# TRY IT
All of the data beneath this instruction is to be transcribed word for word.

# EXERCISE DATA
+ + + + + + +

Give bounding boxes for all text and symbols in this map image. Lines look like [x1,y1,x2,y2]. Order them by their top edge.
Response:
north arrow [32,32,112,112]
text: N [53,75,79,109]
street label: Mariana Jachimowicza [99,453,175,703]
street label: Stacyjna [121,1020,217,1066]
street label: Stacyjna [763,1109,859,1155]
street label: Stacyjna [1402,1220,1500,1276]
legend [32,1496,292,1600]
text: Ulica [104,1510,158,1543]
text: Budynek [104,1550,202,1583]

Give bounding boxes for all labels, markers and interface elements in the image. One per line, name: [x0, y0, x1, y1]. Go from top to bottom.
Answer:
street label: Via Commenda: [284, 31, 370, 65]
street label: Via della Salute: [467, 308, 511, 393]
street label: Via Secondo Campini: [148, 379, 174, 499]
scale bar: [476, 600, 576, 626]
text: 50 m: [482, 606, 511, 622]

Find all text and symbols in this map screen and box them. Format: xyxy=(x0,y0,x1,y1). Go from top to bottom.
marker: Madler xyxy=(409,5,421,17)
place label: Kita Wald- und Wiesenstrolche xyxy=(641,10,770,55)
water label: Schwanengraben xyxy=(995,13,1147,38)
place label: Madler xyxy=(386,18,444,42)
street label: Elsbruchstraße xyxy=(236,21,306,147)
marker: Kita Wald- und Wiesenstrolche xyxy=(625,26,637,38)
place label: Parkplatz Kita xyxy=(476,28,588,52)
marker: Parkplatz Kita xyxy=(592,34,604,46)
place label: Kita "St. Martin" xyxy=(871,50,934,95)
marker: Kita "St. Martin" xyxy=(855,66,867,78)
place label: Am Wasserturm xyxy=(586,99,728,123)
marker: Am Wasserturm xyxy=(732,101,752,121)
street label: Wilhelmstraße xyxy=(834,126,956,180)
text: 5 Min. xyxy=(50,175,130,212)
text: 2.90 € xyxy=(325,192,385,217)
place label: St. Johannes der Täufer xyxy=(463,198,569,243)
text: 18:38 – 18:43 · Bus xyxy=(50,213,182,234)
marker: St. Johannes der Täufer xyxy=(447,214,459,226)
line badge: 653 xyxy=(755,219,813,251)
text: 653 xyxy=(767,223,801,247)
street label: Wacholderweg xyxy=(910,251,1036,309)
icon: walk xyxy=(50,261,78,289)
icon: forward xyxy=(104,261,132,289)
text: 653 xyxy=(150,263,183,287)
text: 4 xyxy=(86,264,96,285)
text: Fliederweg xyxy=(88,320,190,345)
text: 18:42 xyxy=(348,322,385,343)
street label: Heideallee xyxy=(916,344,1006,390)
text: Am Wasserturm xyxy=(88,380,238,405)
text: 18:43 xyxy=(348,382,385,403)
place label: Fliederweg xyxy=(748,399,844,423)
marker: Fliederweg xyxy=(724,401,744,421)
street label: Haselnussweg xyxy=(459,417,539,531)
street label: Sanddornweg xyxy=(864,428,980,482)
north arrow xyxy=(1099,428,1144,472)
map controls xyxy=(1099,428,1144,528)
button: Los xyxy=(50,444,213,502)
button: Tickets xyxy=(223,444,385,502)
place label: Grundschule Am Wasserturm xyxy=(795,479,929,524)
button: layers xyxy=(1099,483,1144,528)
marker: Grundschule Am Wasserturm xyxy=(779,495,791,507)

+ + + + + + +

# WRITTEN RESPONSE
Give bounding boxes for all text and symbols in this map image. Lines look like [x1,y1,x2,y2]. Order them by their top edge.
Response:
north arrow [32,32,112,112]
text: N [53,75,79,109]
street label: Mariana Jachimowicza [99,453,175,703]
street label: Stacyjna [121,1020,217,1066]
street label: Stacyjna [763,1109,859,1155]
street label: Stacyjna [1402,1220,1500,1276]
legend [32,1496,292,1600]
text: Ulica [104,1510,158,1543]
text: Budynek [104,1550,202,1583]

Give bounding boxes for all labels, markers and interface elements in the image. One per line, name: [x0, y0, x1, y1]. Go from top to bottom.
Answer:
street label: Via Commenda: [284, 31, 370, 65]
street label: Via della Salute: [467, 308, 511, 393]
street label: Via Secondo Campini: [148, 379, 174, 499]
scale bar: [476, 600, 576, 626]
text: 50 m: [482, 606, 511, 622]

Find all text and symbols in this map screen and box them. Format: xyxy=(x0,y0,x1,y1). Go from top to bottom.
marker: Madler xyxy=(409,5,421,17)
place label: Kita Wald- und Wiesenstrolche xyxy=(641,10,770,55)
water label: Schwanengraben xyxy=(995,13,1147,38)
place label: Madler xyxy=(386,18,444,42)
street label: Elsbruchstraße xyxy=(236,21,306,147)
marker: Kita Wald- und Wiesenstrolche xyxy=(625,26,637,38)
place label: Parkplatz Kita xyxy=(476,28,588,52)
marker: Parkplatz Kita xyxy=(592,34,604,46)
place label: Kita "St. Martin" xyxy=(871,50,934,95)
marker: Kita "St. Martin" xyxy=(855,66,867,78)
place label: Am Wasserturm xyxy=(586,99,728,123)
marker: Am Wasserturm xyxy=(732,101,752,121)
street label: Wilhelmstraße xyxy=(834,126,956,180)
text: 5 Min. xyxy=(50,175,130,212)
text: 2.90 € xyxy=(325,192,385,217)
place label: St. Johannes der Täufer xyxy=(463,198,569,243)
text: 18:38 – 18:43 · Bus xyxy=(50,213,182,234)
marker: St. Johannes der Täufer xyxy=(447,214,459,226)
line badge: 653 xyxy=(755,219,813,251)
text: 653 xyxy=(767,223,801,247)
street label: Wacholderweg xyxy=(910,251,1036,309)
icon: walk xyxy=(50,261,78,289)
icon: forward xyxy=(104,261,132,289)
text: 653 xyxy=(150,263,183,287)
text: 4 xyxy=(86,264,96,285)
text: Fliederweg xyxy=(88,320,190,345)
text: 18:42 xyxy=(348,322,385,343)
street label: Heideallee xyxy=(916,344,1006,390)
text: Am Wasserturm xyxy=(88,380,238,405)
text: 18:43 xyxy=(348,382,385,403)
place label: Fliederweg xyxy=(748,399,844,423)
marker: Fliederweg xyxy=(724,401,744,421)
street label: Haselnussweg xyxy=(459,417,539,531)
street label: Sanddornweg xyxy=(864,428,980,482)
north arrow xyxy=(1099,428,1144,472)
map controls xyxy=(1099,428,1144,528)
button: Los xyxy=(50,444,213,502)
button: Tickets xyxy=(223,444,385,502)
place label: Grundschule Am Wasserturm xyxy=(795,479,929,524)
button: layers xyxy=(1099,483,1144,528)
marker: Grundschule Am Wasserturm xyxy=(779,495,791,507)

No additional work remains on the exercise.